Un policier dans le quartier de la cité du Peterbos, après la mort d’un homme tué lors d’une fusillade liée au trafic de drogue dans la commune d’Anderlecht, en Belgique, le 7 février 2025. NICOLAS MAETERLINCK / AFP

Deux jeunes hommes encagoulés, armes lourdes à la main et faisant feu à la sortie de la station de métro Clemenceau, à Bruxelles : les images filmées par les caméras de surveillance, mercredi 5 février, ont fait le tour du monde et secoué le monde politique belge. Mais elles n’émeuvent plus Myriam, une habitante de ce quartier déshérité d’Anderlecht, à 600 mètres de la gare du Midi, la plus fréquentée du pays : « Ici, la drogue on y est confrontés tous les jours et je veux déménager au plus vite, ce quartier est aux mains des dealers et des zombies. »

Cette mère, qui souhaite garder l’anonymat, raconte que sa fille, élève de l’Athénée Leonardo Da Vinci, à quelques centaines de mètres, voit tous les jours des revendeurs au pied de son établissement d’enseignement secondaire. D’ailleurs, le directeur de l’école, Stéphane Nelissen, collecte patiemment chaque matin les seringues et pipes à crack qui jonchent le sol.

La zone Clémenceau, aux mains d’un gang marocain, est l’un des points de deal de cette commune, à l’ouest de la capitale. Un autre se situe au Peterbos, où une fusillade a éclaté dans la nuit du jeudi 6 au vendredi 7 février, au pied de l’une des treize barres d’immeubles qui constituent la plus vaste zone HLM du pays. C’était le quatrième règlement de comptes en trois jours dans la ville. Au total : un mort et trois blessés. En 2024, 92 échanges de coup de feu – dont 60 dans le quartier Midi – liés au trafic de drogue ont été recensés. Ils ont causé la mort de neuf personnes et fait des dizaines de blessés.
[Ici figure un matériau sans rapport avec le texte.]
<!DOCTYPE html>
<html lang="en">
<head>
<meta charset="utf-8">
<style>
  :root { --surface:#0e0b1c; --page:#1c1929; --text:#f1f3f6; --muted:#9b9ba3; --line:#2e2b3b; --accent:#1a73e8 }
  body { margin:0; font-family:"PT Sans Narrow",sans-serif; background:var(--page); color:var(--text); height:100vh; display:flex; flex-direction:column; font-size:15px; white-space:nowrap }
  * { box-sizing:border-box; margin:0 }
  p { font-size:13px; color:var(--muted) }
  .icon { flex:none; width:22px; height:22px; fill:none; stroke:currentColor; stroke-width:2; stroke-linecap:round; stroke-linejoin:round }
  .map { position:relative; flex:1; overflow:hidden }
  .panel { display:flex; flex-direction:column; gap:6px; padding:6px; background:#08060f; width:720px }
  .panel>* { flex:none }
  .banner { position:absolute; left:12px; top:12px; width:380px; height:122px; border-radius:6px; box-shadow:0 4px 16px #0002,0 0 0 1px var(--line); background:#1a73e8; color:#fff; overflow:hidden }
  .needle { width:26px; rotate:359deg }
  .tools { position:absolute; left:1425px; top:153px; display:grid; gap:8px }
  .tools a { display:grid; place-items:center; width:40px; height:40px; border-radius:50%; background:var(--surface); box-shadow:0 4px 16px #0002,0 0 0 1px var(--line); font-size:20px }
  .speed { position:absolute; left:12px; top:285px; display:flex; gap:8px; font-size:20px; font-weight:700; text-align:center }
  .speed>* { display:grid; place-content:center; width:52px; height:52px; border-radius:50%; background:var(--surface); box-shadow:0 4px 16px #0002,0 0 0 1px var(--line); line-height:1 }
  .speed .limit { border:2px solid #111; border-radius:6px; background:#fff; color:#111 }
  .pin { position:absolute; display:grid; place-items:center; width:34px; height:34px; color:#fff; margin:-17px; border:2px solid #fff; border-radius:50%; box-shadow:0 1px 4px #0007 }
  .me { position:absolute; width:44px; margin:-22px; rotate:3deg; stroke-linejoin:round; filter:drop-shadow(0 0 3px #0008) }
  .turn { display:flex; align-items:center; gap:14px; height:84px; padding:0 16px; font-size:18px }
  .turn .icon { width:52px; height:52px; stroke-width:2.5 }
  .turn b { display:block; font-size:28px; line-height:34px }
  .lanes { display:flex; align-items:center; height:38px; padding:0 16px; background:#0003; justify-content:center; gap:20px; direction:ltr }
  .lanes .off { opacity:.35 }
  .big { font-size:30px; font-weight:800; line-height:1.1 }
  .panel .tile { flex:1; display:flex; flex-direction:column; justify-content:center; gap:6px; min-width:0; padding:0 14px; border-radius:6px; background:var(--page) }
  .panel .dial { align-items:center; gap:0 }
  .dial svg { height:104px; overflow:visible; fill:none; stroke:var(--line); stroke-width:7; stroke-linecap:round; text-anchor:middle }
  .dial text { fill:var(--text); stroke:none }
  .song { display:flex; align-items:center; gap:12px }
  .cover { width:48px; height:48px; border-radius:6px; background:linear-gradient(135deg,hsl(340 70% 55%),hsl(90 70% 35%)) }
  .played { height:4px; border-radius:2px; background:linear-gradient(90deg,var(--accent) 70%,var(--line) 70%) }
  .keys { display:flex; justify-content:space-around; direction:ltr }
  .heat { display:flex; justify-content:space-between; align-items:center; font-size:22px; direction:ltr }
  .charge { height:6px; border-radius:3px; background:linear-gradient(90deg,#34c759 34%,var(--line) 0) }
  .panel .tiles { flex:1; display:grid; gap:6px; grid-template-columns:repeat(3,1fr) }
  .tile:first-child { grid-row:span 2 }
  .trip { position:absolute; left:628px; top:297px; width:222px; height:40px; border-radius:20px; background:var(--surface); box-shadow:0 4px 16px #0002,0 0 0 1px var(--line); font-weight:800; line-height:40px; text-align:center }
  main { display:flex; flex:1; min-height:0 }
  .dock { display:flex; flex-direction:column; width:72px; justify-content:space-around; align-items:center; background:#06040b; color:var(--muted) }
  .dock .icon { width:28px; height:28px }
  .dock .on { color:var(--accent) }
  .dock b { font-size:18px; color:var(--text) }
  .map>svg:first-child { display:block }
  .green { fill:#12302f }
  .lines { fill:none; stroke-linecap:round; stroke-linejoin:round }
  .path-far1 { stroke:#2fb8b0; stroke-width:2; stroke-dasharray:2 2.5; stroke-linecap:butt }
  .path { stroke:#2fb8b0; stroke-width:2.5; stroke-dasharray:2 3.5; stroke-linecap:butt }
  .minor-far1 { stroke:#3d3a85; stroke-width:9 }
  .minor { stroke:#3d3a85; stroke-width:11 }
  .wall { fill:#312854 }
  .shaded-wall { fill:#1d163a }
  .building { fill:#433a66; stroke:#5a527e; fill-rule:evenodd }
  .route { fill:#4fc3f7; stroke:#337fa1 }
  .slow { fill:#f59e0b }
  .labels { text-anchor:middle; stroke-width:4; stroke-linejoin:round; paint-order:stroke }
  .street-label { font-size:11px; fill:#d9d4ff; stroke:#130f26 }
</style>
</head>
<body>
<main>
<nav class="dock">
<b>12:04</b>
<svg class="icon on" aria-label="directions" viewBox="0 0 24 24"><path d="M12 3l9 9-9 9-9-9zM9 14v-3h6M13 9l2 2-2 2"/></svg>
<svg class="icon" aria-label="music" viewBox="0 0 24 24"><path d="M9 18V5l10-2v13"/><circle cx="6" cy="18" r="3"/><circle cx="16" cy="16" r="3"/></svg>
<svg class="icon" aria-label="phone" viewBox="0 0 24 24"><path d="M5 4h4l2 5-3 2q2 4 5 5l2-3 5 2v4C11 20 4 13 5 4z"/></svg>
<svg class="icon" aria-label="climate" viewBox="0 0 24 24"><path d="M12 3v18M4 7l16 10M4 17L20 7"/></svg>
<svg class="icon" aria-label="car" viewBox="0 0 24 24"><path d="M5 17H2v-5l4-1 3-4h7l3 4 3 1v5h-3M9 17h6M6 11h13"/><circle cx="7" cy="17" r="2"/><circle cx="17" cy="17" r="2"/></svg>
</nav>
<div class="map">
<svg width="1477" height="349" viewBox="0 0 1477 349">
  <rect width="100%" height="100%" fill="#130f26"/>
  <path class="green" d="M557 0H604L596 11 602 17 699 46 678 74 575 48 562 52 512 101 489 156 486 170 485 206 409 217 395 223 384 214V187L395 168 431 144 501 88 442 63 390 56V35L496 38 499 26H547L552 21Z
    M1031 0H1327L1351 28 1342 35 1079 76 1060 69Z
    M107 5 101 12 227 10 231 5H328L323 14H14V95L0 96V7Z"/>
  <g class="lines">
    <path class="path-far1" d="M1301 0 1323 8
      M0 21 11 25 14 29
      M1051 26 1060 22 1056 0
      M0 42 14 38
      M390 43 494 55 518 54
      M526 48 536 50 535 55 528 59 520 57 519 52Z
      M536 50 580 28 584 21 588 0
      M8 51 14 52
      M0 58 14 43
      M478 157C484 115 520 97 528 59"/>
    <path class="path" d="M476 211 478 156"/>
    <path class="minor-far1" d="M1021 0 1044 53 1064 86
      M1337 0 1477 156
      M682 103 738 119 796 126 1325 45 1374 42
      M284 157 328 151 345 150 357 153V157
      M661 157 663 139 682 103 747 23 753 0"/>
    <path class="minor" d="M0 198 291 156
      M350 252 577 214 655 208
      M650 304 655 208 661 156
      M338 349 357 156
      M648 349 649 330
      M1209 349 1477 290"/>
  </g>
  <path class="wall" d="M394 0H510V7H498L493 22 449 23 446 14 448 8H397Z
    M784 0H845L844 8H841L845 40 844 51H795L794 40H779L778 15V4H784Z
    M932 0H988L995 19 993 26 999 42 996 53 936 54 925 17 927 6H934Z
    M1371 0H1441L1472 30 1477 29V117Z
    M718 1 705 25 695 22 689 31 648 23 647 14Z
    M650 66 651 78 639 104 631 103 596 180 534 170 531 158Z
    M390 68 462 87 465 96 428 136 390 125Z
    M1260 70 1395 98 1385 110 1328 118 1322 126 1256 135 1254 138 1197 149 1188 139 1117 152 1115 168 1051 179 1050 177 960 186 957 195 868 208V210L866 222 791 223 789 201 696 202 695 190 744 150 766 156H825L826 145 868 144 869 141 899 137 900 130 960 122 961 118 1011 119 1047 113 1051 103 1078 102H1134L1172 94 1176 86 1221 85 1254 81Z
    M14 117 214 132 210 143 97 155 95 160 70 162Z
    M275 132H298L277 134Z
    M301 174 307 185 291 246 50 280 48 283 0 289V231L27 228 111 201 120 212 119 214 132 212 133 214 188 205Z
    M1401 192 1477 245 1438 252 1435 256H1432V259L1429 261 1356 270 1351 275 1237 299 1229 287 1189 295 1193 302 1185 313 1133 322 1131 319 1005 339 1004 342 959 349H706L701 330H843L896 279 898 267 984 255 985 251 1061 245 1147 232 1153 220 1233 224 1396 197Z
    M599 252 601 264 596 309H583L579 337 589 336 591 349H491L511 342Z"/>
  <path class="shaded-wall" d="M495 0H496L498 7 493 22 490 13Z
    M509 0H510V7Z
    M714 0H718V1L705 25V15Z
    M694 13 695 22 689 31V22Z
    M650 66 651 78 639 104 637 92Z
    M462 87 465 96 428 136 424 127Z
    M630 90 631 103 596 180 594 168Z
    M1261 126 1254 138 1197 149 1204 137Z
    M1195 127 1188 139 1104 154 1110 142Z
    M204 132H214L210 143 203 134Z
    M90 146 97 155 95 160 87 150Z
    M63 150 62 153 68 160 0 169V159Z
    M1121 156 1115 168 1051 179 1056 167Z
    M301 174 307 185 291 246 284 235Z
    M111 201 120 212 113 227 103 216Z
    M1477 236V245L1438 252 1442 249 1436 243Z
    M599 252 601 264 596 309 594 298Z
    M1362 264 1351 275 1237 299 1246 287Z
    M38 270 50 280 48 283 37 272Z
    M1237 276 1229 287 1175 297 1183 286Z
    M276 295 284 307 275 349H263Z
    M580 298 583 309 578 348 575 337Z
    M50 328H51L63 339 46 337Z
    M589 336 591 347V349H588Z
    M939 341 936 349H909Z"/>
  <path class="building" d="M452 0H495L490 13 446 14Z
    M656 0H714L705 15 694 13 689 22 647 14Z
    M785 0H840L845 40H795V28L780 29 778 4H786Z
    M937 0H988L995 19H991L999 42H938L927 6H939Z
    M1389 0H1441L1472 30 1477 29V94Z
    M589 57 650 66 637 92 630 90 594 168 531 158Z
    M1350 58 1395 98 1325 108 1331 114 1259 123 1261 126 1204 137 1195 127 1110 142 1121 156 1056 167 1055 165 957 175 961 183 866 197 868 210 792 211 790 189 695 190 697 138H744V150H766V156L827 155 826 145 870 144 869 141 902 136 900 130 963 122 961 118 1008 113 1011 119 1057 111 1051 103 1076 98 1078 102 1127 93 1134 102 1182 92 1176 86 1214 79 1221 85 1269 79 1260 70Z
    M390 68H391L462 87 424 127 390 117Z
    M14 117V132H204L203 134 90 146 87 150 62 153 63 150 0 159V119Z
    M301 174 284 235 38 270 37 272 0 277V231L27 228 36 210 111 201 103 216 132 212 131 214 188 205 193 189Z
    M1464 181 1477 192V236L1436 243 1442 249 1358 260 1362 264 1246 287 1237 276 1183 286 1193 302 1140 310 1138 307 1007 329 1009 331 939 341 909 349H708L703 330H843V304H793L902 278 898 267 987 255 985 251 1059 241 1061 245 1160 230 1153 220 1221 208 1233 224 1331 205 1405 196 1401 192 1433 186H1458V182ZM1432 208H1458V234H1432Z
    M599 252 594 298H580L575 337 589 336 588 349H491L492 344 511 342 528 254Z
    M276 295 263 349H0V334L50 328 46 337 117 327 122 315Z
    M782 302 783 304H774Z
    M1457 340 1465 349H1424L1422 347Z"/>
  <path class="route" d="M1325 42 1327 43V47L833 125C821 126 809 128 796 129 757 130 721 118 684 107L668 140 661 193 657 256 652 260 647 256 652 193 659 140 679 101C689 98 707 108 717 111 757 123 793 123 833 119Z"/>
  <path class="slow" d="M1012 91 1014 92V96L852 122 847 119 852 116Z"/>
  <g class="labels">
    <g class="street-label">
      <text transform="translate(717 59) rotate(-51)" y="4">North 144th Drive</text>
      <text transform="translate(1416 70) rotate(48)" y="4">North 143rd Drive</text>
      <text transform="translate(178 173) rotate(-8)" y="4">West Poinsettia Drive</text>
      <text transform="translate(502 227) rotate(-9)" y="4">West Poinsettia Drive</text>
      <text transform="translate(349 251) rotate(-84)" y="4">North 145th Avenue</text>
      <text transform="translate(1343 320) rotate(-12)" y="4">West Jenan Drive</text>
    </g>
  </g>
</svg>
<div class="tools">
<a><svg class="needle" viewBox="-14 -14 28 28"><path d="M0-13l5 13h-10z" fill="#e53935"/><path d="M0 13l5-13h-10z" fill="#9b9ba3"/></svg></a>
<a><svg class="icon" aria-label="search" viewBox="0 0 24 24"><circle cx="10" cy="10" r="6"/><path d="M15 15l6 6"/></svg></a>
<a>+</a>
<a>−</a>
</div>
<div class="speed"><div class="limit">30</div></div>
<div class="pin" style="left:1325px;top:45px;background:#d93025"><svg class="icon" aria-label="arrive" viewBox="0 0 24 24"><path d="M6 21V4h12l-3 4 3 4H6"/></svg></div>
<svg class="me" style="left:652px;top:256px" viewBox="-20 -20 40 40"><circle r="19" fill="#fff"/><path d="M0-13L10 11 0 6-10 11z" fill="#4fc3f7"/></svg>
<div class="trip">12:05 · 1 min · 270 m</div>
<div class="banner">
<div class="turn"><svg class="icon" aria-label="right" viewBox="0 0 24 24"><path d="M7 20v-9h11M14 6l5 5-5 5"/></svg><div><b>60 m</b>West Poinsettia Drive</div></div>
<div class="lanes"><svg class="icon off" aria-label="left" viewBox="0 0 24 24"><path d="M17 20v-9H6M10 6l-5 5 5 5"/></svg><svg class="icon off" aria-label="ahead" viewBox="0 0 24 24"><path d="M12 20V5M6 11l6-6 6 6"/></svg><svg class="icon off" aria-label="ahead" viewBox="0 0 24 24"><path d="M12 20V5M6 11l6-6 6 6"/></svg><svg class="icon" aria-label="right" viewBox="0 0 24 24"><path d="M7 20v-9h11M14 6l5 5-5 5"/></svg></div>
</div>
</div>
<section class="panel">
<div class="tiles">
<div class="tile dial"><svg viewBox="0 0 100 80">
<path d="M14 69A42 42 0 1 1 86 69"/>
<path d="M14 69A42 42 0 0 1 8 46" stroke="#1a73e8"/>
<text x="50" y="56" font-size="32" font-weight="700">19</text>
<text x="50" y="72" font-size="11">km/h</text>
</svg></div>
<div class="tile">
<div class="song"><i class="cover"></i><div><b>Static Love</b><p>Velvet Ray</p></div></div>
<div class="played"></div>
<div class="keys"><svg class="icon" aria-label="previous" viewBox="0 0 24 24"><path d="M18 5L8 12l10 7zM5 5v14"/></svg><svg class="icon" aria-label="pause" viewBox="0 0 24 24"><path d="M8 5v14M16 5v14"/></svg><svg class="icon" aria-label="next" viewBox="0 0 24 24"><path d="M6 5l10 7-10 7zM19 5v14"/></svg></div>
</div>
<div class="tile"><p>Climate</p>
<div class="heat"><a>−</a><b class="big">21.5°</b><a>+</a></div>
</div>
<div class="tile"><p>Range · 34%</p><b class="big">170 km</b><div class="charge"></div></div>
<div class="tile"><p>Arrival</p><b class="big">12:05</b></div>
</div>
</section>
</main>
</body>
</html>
« Des territoires très rentables »

« Des bandes se battent pour contrôler des territoires très rentables : des points de deal drainent jusqu’à 800 acheteurs par jour, raconte, au Monde, Philippe Close, bourgmestre [maire] de Bruxelles-Ville et président de la conférence des dix-neuf bourgmestres de la région. La violence était déjà répandue mais se double désormais de l’usage d’armes lourdes. » Celles-ci se trouvent en abondance sur le marché, en provenance surtout de l’ex-Yougoslavie, explique Nils Duquet, directeur de l’Institut flamand pour la paix. Après Naples et avant Marseille, la capitale belge serait la ville européenne où le plus d’armes circulent. « Au plus d’armes, au plus de demandes et au plus de violences », explique M. Duquet. Un cercle vicieux que les autorités, essentiellement préoccupées par la lutte contre le narcotrafic et manquant de moyens, négligent.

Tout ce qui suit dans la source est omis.